> **Work to complete**:
State how many lines of the records include the word "scale"; the reply is that number alone.

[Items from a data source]
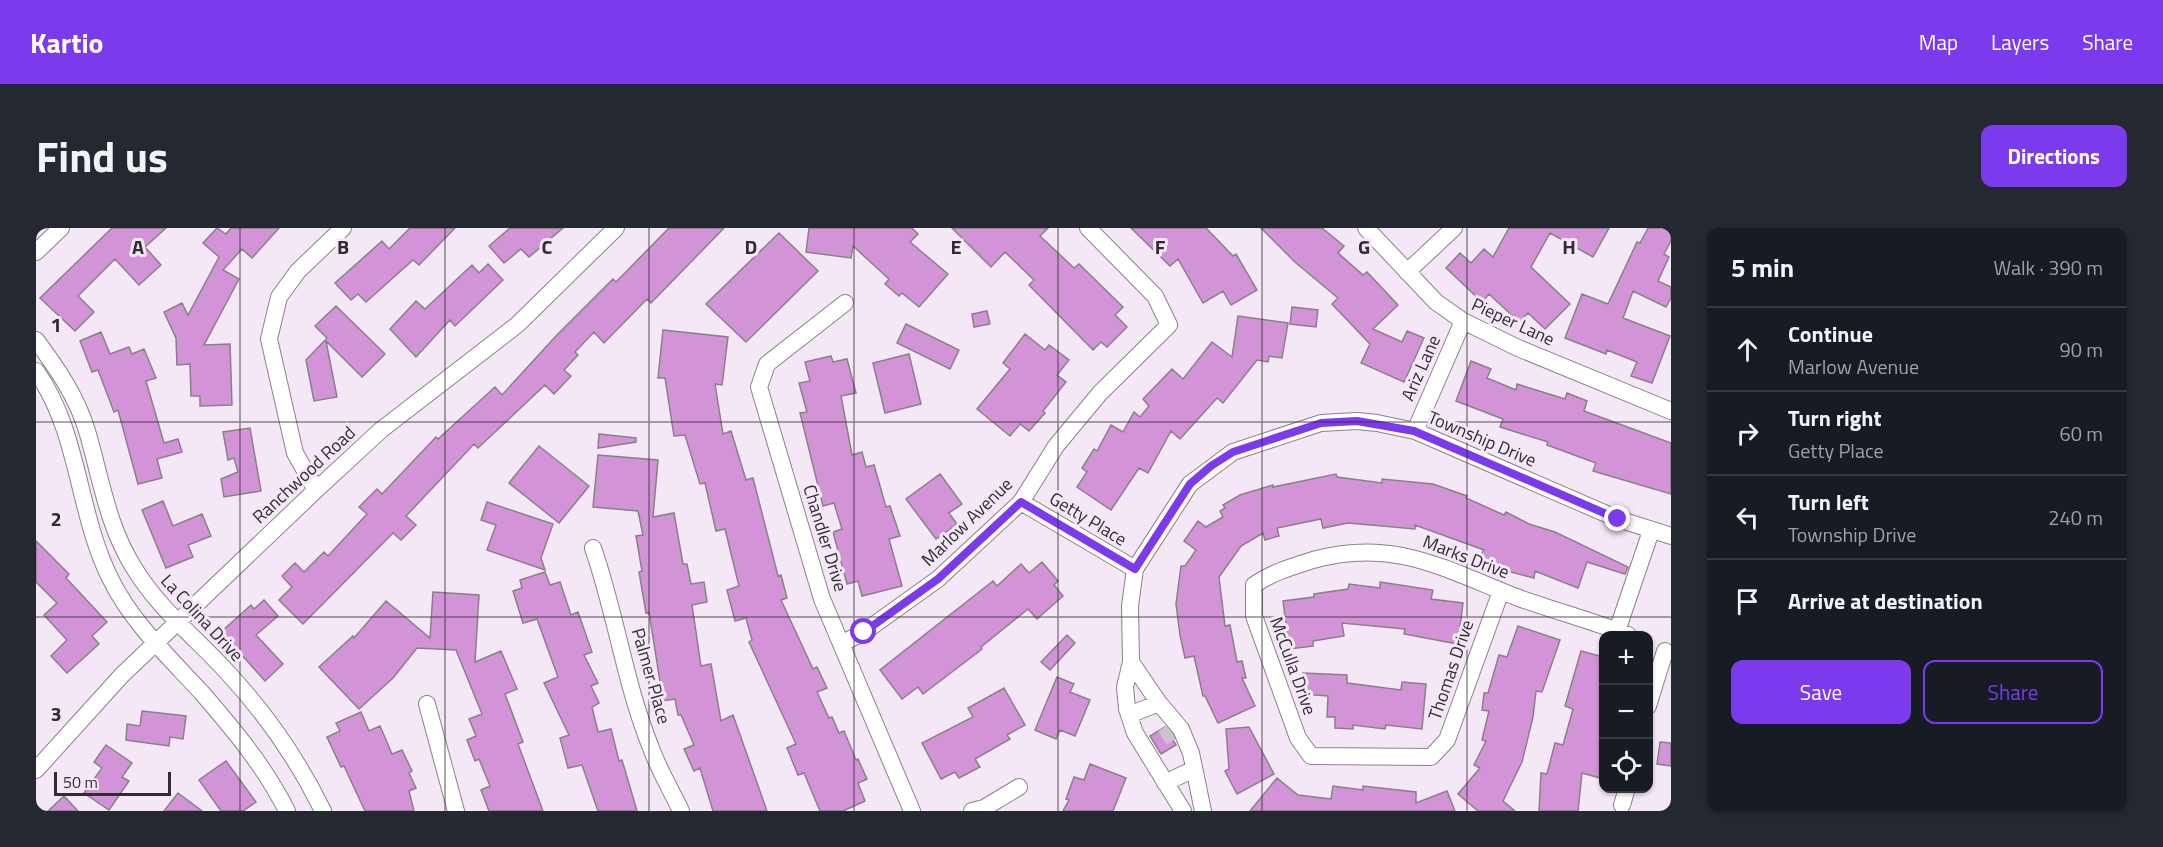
<!DOCTYPE html>
<meta charset="utf-8">
<style>
:root{--surface:#171b24;--page:#242831;--text:#f1f3f6;--muted:#9ea1a6;--line:#363941;--accent:#7c3aed}
body{margin:0;font-family:"Titillium Web",sans-serif;background:var(--page);color:var(--text)}
.controls{position:absolute;right:18px;bottom:18px;display:grid;overflow:hidden;border-radius:12px;box-shadow:0 2px 4px #0004}
.controls button{width:54px;height:54px;display:grid;place-items:center;padding:0;border:0;border-bottom:2px solid var(--line);background:var(--surface);color:var(--text);font:30px sans-serif}
.scale{position:absolute;left:18px;bottom:15px;width:117px;box-sizing:border-box;padding-left:6px;border:3px solid #312c32;border-top:0;font-size:16px;line-height:21px;white-space:nowrap;color:#312c32;-webkit-text-stroke:4px #f5e8f6;paint-order:stroke}
.stop{position:absolute;width:18px;height:18px;margin:-14px;border:4px solid #7c3aed;border-radius:50%;background:#fff}
.stop.end{background:#7c3aed;border-color:#fff;box-shadow:0 2px 6px #0008}
.list{margin:0;padding:0;list-style:none}
h2{display:flex;justify-content:space-between;align-items:center;height:78px;margin:0;padding:0 24px;font-size:26px}
h2 small{font-size:20px;font-weight:400;color:var(--muted)}
.list li{display:grid;grid-template-columns:39px 1fr auto;gap:18px;align-items:center;box-sizing:border-box;height:84px;padding:0 24px;border-top:2px solid var(--line)}
.list b{display:block;font-size:22px;white-space:nowrap}
.list p{margin:0;font-size:20px;white-space:nowrap;color:var(--muted)}
.list em{font-size:20px;font-style:normal;color:var(--muted)}
.actions{display:flex;gap:12px;padding:18px 24px}
.actions a{flex:1;padding:14px 0;border:2px solid var(--accent);border-radius:12px;text-align:center;font-size:21px;color:var(--accent)}
.actions .main{background:var(--accent);color:#fff}
.icon{flex:none;width:33px;height:33px;fill:none;stroke:currentColor;stroke-width:2;stroke-linecap:round;stroke-linejoin:round}
.map{position:relative;flex:none;width:1635px;height:583px;overflow:hidden;border-radius:12px}
header{display:flex;align-items:center;gap:36px;box-sizing:border-box;height:84px;padding:0 30px;background:var(--accent);color:#fff}
header strong{font-size:28px}
nav{display:flex;gap:33px;margin-inline-start:auto;font-size:21px}
.intro{display:flex;align-items:center;justify-content:space-between;box-sizing:border-box;height:144px;padding:0 36px}
h1{margin:0;font-size:42px}
.button{padding:15px 27px;border-radius:12px;background:var(--accent);color:#fff;font-size:21px;font-weight:700}
main{display:flex;gap:36px;padding:0 36px}
aside{flex:1;background:var(--surface);border-radius:12px;box-shadow:0 2px 4px #0004}
.map>svg:first-child{display:block}
</style>
<header>
<strong>Kartio</strong>
<nav><a>Map</a><a>Layers</a><a>Share</a></nav>
</header>
<div class="intro"><h1>Find us</h1><a class="button">Directions</a></div>
<main>
<div class="map">
<svg width="1635" height="583" viewBox="0 0 1635 583">
<rect width="100%" height="100%" fill="#f5e8f6"/>
<path fill="#d294d6" stroke="#8b7f8b" stroke-width="1.5" d="M76,0h54l-21,19 16,18 -22,20 -24,-26 -37,37 16,16 -19,19 -35,-33z
M181,0l9,6 5,-6h48l-27,30 -10,-9 -19,21 16,9 -35,66 26,-1 2,61 -32,1v-10h-9l-1,-32 -13,1 -1,-27 -12,-26 18,-9 6,12 31,-58 -16,-14z
M374,0h45l-36,37 -6,-5 -47,42 -8,-8 -7,6 -16,-17 47,-42 7,8z
M474,0h53l-34,29 -8,-8 -17,14 -15,-17z
M633,0h55l-73,75 -4,-4 -43,44 -10,-11 -19,20 3,3 -14,15 7,6 -17,18 -9,-9 -67,63 -4,-4 -68,72 10,9 -15,15 -8,-7 -90,91 -24,-24 13,-13 -10,-11 13,-13 9,9 20,-20 4,4 39,-42 -8,-7 18,-18 5,5 54,-57 2,2 57,-52 7,8 54,-59 57,-57 3,3z
M773,0h103l6,6 -8,8 38,32 -29,33 -17,-14 -3,3 -14,-12 4,-5 -36,-33 -2,12 -45,-6z
M916,0h96l-8,8 34,32 5,-4 44,43 -8,8 12,12 -20,20 -6,-5 -8,8 -64,-65 5,-5 -29,-28 -14,15z
M1095,0h75l27,28 3,-2 21,36 -26,15 -8,-14 -20,12 -25,-44 -8,7z
M1225,0h61l22,18 -6,7 25,22 4,-3 31,33 -25,24 29,13 5,-11 17,7 -20,44 -43,-19 9,-19 -38,-40 6,-6 -42,-35z
M1473,0h100l-16,29 -43,-24 -19,34 39,37 -25,25 -17,-16 -9,9 -30,-28 -7,8 -36,-34 14,-15 11,10 13,-14 9,8z
M1612,0h23v13l-7,13 5,3 -11,24 13,6v11l-5,9 -33,-16 -10,27 47,18 -18,47 -21,-7 6,-14 -30,-12 -1,4 -41,-16 17,-44 26,10 29,-62 3,1z
M743,5l39,38 -72,71 -40,-38z
M452,36l15,16 -48,46 -5,-6 -34,37 -26,-28 26,-28 9,8 47,-44 7,8z
M300,78l49,48 -23,23 -36,-36 11,56 -23,4 -8,-41 21,-22 -12,-12z
M1256,79l26,3 -2,17 -26,-3z
M951,83l3,13 -16,3 -2,-13z
M1202,88l50,7 -6,35 -13,-2 -1,6 -11,-2 -34,43 -6,-5 -37,41 -9,-8 -23,42 -9,-5 -28,42 -34,-23 10,-15 -5,-4 12,-19 3,2 14,-26 12,7 11,-20 6,5 9,-11 -6,-7 29,-30 11,10 29,-37 20,15z
M870,96l53,26 -9,19 -53,-26z
M627,102l65,7 -6,48 -7,-1 8,50 8,-3 15,49 7,-2 25,98 3,-1 6,23 -6,2 32,69 4,-2 10,21 -10,4 12,26 3,-1 7,16 5,-2 12,29 2,-1 9,20 -9,4 7,18 -22,10h-23l-16,-38 -6,2 -11,-27 9,-4 -47,-102 3,-2 -6,-22 -11,3 -8,-31 12,-4 -14,-57 -9,2 -11,-48 -5,1 -15,-49 -11,1 -9,-58h-7z
M65,104l9,22 19,-7 3,7 12,-5 12,29 -10,3 18,62 14,-4 4,13 -25,7 5,19 -24,6 -20,-74 -4,2 -16,-42 -6,2 -12,-31z
M989,106l20,16 4,-5 20,15 -12,15 9,7 -23,29 2,2 -16,18 -9,-7 -10,12 -33,-27 33,-40 -7,-6z
M873,126l12,50 -36,9 -12,-50z
M795,128l2,6 14,-3 9,34 -15,3 11,59 10,-3 4,15 8,-2 12,42 4,-1 10,30 -11,3 13,47 -40,10 -4,-15 -11,3 -14,-52 9,-3 -8,-26 -11,3 -23,-93 7,-1 -8,-29 11,-2 -5,-19z
M1435,133l20,8 -4,9 29,12 1,-6 48,15 2,-6 20,8 -3,10 87,32v51l-78,-23 3,-8 -49,-18 1,-3 -48,-15 3,-8 -47,-18z
M214,200l11,63 -37,6 -3,-18 17,-7 -4,-14 -6,2 -5,-28z
M563,206l37,4v4l-38,6z
M503,218l50,40 -30,37 -50,-40z
M562,227l60,5 -5,57 21,-4 9,51h4l4,20 13,-2 3,20 -15,3 9,61 10,-2 10,57 12,-6 34,96h-54l-13,-43 -6,3 -10,-22 10,-4 -13,-30h-3l-3,-16 -12,2 -14,-89 -3,1 -7,-41 3,-1 -6,-35 7,-1 -5,-24 -45,-4z
M904,246l22,30 -13,9 8,11 -21,15 -30,-40z
M1300,246l1,3 45,6v-4l51,5 34,12 -1,2 38,17 2,-3 23,12 26,8 73,35 -3,7 -38,-12 -9,26 -43,-17 -1,7 -27,-7 -27,-15 4,-6 -69,-25v4l-67,-6 -25,5 -2,-9 -44,9 2,8 -14,4 -2,-7 -22,13 -22,31 6,49 5,-1 7,37 5,-1 4,17h-4l13,28 -37,17 -13,-27h-2l-9,-40 -9,2 -5,-23 -4,-31 5,-38h4l11,-16 -12,-9 14,-20 8,6 17,-10 -3,-6 5,-3 -2,-3 17,-10 33,-10v2z
M127,273l10,25 29,-12 9,22 -23,9 5,12 -27,11 -24,-58z
M451,274l66,22 -12,34 4,12 -58,-20 9,-25 -15,-5z
M0,313l33,33 -3,4 41,44 -15,14 7,8 -32,29 -16,-17 16,-16 -23,-25 13,-12 -21,-21z
M1006,334l16,19 -4,4 9,11 -26,23 -9,-10 -47,38 1,2 -59,45 -5,-7 -16,12 -22,-29 113,-89 4,5 24,-22 8,9z
M509,344l5,13 10,-3 11,33 7,-3 14,40 -8,3 14,28 -7,3 8,17 -7,4 6,25 13,-3 8,32 3,-1 15,51h-39l-16,-46 -14,3 -8,-30 9,-3 -25,-52 14,-6 -21,-58 -14,4 -10,-32 9,-3 -2,-8z
M1344,354l53,8 -2,9 32,4 -5,41 -54,-10 1,-5 -63,-6 2,13 -31,5v5l-24,3 -6,-48 31,-4v-3l34,-5 1,-5 31,4z
M397,364l46,3 -4,67 26,-11 16,38 -12,5 18,48 -5,2 25,67h-54l-8,-21 9,-4 -11,-27 -4,2 -8,-21 9,-4 -7,-17 13,-5 -26,-64 -39,-2 -24,30 -34,31 -40,-42 34,-31 1,2 32,-37 44,37z
M228,372l14,16 -22,19 27,29 -18,17 -44,-49 30,-27 3,4z
M1482,398l42,14 -18,52 -6,-1 -3,26 -11,45 -19,39 12,10h-37l-20,-17 22,-26 -6,-3 12,-24 -4,-1 7,-29 -7,-1 2,-17h4l11,-38 8,2z
M1031,407l8,8 -25,27 -9,-8z
M1545,423l23,6v108l-4,13 -18,-5 -4,38h-39l2,-38 6,1 8,-31 8,2 10,-36 -8,-3z
M1267,445l44,2v8l54,7 1,-8 24,2 -4,45 -36,-4 -1,4 -32,-4v4l-18,-1v-11h-8l1,-21 -26,-2z
M1021,449l17,7 -4,8 20,8 -15,36 -15,-6 -4,9 -21,-9z
M968,460l21,37 -18,10 3,4 -35,20 5,8 -21,11 -4,-6 -14,7 -19,-36 51,-26 -5,-9z
M106,483l44,5 -3,23 -13,-2 -1,9 -43,-6 1,-16 13,2z
M325,484l8,19 11,-5 12,28 10,-4 10,21 -3,2 7,15 -7,3 5,20h-49l-21,-45 -3,1 -14,-30 13,-6 -4,-8z
M1129,499l11,18 -15,9 -11,-18z
M1213,499l25,47 -37,20 -12,-23 4,-2 -3,-40z
M1624,514l11,1v23l-14,-2z
M70,517l26,18 -10,14 7,4 -20,29 -25,-17 18,-25 -8,-6z
M190,533l30,41 -13,9h-22l-22,-31z
M1054,536l36,14 -13,33h-50l6,-11 -3,-1 8,-22 10,3z
M1241,550l21,17 33,4 2,-13 30,4v-4l53,6v11l31,-12 8,20h-205z
M142,565l24,18h-38z
M28,568l14,15h-30z"/>
<g fill="none" stroke-linecap="round" stroke-linejoin="round">
<path stroke="#cec2cf" stroke-width="16" stroke-dasharray="16 8" stroke-linecap="butt" d="M1129,499l11,18"/>
<defs>
<path id="minor" d="M1330,0l70,74 27,19 55,27 153,63
M0,24l25,-24
M1371,44l47,-44
M809,75l-78,61 -8,23 63,212 90,212
M0,112c21,28 41,57 51,91 14,47 20,94 47,137 25,41 62,70 94,105 39,42 70,87 95,138
M0,143c44,62 41,142 75,209 22,44 58,77 91,113 32,37 63,74 85,118
M1379,203l48,-110
M280,262l-21,-37 -26,-114 10,-42 19,-26 45,-43
M985,274l114,67
M557,320c23,66 32,136 58,200 8,22 20,42 30,63
M1465,363l-54,149 -16,17 -120,-1 -13,-18 -44,-122v-31c19,-13 37,-18 59,-25 81,-23 133,10 206,38 36,13 74,23 109,37
M1581,403l34,-100
M805,416l23,-12 74,-53 83,-77 35,-56 44,-53 69,-68 -14,-29 -67,-68
M1095,434l28,41 22,26 10,24 12,58
M391,476l29,107
M1612,478l17,-55
M1093,487l30,-12
M0,542l86,-95 194,-185 65,-60 136,-105 99,-97
M1129,555l29,-14
M1586,577l5,-17
M936,583l12,-3 35,-21
M1147,583l-48,-78 -8,-24 -2,-22 6,-25 -1,-56 5,-37 55,-85 43,-32 88,-29 36,-2 20,2 38,8 203,88 53,17"/>
</defs>
<use href="#minor" stroke="#8c808d" stroke-width="18"/>
<use href="#minor" stroke="#fff" stroke-width="16"/>
</g>
<g fill="none" stroke-linecap="round" stroke-linejoin="round">
<path stroke="#7c3aed" stroke-width="8" d="M828,404l74,-53 83,-77 114,67 55,-85 21,-18 22,-14 88,-29 36,-2 57,10 204,88"/>
</g>
<path fill="none" stroke="#312c32" stroke-width="1.5" stroke-opacity="0.55" d="M204,0v583M409,0v583M613,0v583M818,0v583M1022,0v583M1226,0v583M1431,0v583M0,194h1635M0,389h1635"/>
<g text-anchor="middle" stroke-width="6" stroke-linejoin="round" paint-order="stroke">
<g font-size="18" fill="#312c32" stroke="#f5e8f6">
<text transform="translate(1477 94) rotate(25)" y="6">Pieper Lane</text>
<text transform="translate(1385 140) rotate(-66)" y="6">Ariz Lane</text>
<text transform="translate(1446 211) rotate(23)" y="6">Township Drive</text>
<text transform="translate(268 247) rotate(-43)" y="6">Ranchwood Road</text>
<text transform="translate(1052 291) rotate(31)" y="6">Getty Place</text>
<text transform="translate(931 294) rotate(-44)" y="6">Marlow Avenue</text>
<text transform="translate(789 310) rotate(73)" y="6">Chandler Drive</text>
<text transform="translate(1430 329) rotate(21)" y="6">Marks Drive</text>
<text transform="translate(166 390) rotate(47)" y="6">La Colina Drive</text>
<text transform="translate(1257 438) rotate(70)" y="6">McCulla Drive</text>
<text transform="translate(1415 442) rotate(-71)" y="6">Thomas Drive</text>
<text transform="translate(615 448) rotate(74)" y="6">Palmer Place</text>
</g>
</g>
<g font-size="20" text-anchor="middle" font-weight="bold" fill="#312c32" stroke="#f5e8f6" stroke-width="6" stroke-linejoin="round" paint-order="stroke">
<text x="102" y="26">A</text>
<text x="307" y="26">B</text>
<text x="511" y="26">C</text>
<text x="715" y="26">D</text>
<text x="920" y="26">E</text>
<text x="1124" y="26">F</text>
<text x="1328" y="26">G</text>
<text x="1533" y="26">H</text>
<text x="20" y="104">1</text>
<text x="20" y="298">2</text>
<text x="20" y="493">3</text>
</g>
</svg>
<div class="controls">
<button>+</button>
<button>−</button>
<button><svg class="icon" aria-label="locate" viewBox="0 0 24 24"><circle cx="12" cy="12" r="6"/><path d="M12 2v4M12 18v4M2 12h4M18 12h4"/></svg></button>
</div>
<div class="scale">50 m</div>
<div class="stop" style="left:828px;top:404px"></div>
<div class="stop end" style="left:1582px;top:291px"></div>
</div>
<aside>
<h2>5 min<small>Walk · 390 m</small></h2>
<ul class="list">
<li><svg class="icon" aria-label="ahead" viewBox="0 0 24 24"><path d="M12 20V5M6 11l6-6 6 6"/></svg><div><b>Continue</b><p>Marlow Avenue</p></div><em>90 m</em></li>
<li><svg class="icon" aria-label="right" viewBox="0 0 24 24"><path d="M7 20v-9h11M14 6l5 5-5 5"/></svg><div><b>Turn right</b><p>Getty Place</p></div><em>60 m</em></li>
<li><svg class="icon" aria-label="left" viewBox="0 0 24 24"><path d="M17 20v-9H6M10 6l-5 5 5 5"/></svg><div><b>Turn left</b><p>Township Drive</p></div><em>240 m</em></li>
<li><svg class="icon" aria-label="arrive" viewBox="0 0 24 24"><path d="M6 21V4h12l-3 4 3 4H6"/></svg><div><b>Arrive at destination</b></div></li>
</ul>
<div class="actions"><a class="main">Save</a><a>Share</a></div>
</aside>
</main>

> **Solution below**:
2